[Question] Any research in “probe-tuning” of LLMs?

Roman Leventov15 Aug 2023 21:01 UTC

20 points

Is there any research in “probe-tuning” of LLMs, i.e., tuning LLM’s parameter weights such that a specific probe (classifier) is more reliably detecting certain markers throughout the context, such as grammatical errors, aggression, manipulation, certain political bias, etc.?

This is different from classical fine-tuning and RLHF. As well as classical fine-tuning, probe-tuning is a supervised ML method: it is based on human-annotated texts (contexts). However, probe-tuning should be more effective than classical fine-tuning for detecting many occurrences of a certain marker throughout the context. Probe-tuning doesn’t train on LLM’s own “original rollouts” at all, only on LLM’s activations during the context pass through the LLM.

I imagine than before doing actual probe-tuning, first we should determine which probe in the LLM is most aligned to the training data (annotations) already, so that probe-tuning likely just attenuates some vaguely existing concept within the LLM.

Roman Leventov15 Aug 2023 21:01 UTC

20 points

3 comments1 min readLW link

Language Models AI

No answers.

omegastick 16 Aug 2023 15:36 UTC
2 points
0
A quick Google search of probe tuning doesn’t turn up anything.
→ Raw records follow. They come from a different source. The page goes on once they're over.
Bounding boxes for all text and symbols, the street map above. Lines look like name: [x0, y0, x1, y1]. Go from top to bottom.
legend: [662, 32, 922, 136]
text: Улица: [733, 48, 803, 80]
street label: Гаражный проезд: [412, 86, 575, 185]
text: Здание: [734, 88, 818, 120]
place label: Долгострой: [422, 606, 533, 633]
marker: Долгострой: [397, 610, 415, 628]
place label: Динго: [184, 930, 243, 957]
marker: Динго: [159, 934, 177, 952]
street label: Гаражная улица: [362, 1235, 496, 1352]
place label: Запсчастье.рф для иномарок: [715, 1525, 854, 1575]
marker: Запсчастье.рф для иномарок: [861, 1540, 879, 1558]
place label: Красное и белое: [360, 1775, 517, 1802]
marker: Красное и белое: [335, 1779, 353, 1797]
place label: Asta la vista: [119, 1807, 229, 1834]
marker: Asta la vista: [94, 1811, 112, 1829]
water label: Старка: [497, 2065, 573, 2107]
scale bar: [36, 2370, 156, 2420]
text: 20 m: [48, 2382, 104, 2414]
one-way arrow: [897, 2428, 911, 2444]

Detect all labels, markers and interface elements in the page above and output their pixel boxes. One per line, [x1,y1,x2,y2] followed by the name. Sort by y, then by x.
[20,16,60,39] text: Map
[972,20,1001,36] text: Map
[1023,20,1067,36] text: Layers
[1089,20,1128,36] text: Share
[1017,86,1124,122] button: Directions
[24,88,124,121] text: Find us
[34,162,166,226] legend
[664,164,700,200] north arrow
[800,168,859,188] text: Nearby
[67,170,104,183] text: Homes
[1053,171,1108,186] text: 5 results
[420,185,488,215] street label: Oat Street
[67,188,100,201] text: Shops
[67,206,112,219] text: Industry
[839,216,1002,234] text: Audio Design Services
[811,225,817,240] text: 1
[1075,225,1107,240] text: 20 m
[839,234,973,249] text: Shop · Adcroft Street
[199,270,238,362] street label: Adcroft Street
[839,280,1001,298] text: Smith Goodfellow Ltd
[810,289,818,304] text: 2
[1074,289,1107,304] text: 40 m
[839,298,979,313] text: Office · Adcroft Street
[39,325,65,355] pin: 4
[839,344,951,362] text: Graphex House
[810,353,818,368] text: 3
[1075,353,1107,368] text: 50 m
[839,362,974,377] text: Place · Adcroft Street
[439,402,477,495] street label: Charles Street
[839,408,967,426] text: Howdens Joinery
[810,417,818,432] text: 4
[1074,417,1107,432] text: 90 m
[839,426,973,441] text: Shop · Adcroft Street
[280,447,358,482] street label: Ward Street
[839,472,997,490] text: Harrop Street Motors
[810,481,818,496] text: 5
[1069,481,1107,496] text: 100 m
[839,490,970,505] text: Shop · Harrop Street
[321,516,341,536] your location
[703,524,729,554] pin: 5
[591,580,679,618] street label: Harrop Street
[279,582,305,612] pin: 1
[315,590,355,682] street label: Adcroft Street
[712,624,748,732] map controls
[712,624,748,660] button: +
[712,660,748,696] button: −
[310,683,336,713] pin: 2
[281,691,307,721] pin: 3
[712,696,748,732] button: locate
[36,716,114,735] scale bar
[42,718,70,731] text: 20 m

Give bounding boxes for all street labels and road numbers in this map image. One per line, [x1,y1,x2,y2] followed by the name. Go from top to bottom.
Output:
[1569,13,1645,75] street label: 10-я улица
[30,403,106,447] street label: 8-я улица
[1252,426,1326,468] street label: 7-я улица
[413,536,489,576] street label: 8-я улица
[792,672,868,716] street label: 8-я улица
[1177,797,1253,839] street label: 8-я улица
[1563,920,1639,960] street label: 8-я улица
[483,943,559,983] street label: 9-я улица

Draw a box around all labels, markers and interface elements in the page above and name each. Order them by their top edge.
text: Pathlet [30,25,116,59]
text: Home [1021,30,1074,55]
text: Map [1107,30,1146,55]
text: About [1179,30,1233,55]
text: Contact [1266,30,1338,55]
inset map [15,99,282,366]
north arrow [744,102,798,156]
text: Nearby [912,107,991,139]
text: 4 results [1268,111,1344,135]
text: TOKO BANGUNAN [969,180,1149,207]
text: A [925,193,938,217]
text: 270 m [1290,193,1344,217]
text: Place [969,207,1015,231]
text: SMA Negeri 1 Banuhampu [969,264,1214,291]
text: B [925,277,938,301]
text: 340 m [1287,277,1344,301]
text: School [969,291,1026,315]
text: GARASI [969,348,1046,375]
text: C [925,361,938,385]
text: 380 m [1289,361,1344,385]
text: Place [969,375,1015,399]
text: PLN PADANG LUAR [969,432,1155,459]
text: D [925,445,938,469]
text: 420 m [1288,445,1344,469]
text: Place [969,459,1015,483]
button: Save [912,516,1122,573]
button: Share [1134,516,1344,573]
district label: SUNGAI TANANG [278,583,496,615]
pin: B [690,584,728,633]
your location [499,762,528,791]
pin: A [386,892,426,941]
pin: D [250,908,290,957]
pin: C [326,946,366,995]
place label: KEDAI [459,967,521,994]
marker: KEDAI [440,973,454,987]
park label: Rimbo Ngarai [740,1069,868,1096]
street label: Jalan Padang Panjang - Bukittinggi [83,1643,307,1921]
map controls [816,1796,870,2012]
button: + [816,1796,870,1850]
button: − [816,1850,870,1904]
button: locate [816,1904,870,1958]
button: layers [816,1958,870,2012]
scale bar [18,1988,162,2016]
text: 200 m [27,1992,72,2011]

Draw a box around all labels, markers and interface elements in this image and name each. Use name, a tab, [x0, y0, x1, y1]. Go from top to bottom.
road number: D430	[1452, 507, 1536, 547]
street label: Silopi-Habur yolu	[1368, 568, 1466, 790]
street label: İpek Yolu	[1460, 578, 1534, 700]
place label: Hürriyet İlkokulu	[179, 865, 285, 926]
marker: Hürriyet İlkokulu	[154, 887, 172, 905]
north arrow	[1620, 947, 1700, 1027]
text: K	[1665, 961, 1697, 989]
Do you have more info on it?

Probe-tuning doesn’t train on LLM’s own “original rollouts” at all, only on LLM’s activations during the context pass through the LLM.

This sounds like regular fine tuning to me. Unless you mean that the loss is calculated based on one (multiple?) of the network’s activations rather than on the output logits.

Edit: I think I get what you mean now. You want to hook a probe to a model and fine-tune it to perform well as a probe classifier, right?
- Roman Leventov 16 Aug 2023 15:46 UTC
  3 points
  0
  Parent
  I think I get what you mean now. You want to hook a probe to a model and fine-tune it to perform well as a probe classifier, right?
  Yes, exactly. Also I came up with “probe-tuning” myself, maybe not a good name, but anyways I was trying to find something on Scholar in this direction.
lukehmiles 16 Aug 2023 2:31 UTC
1 point
0
I never heard of it. You should try it.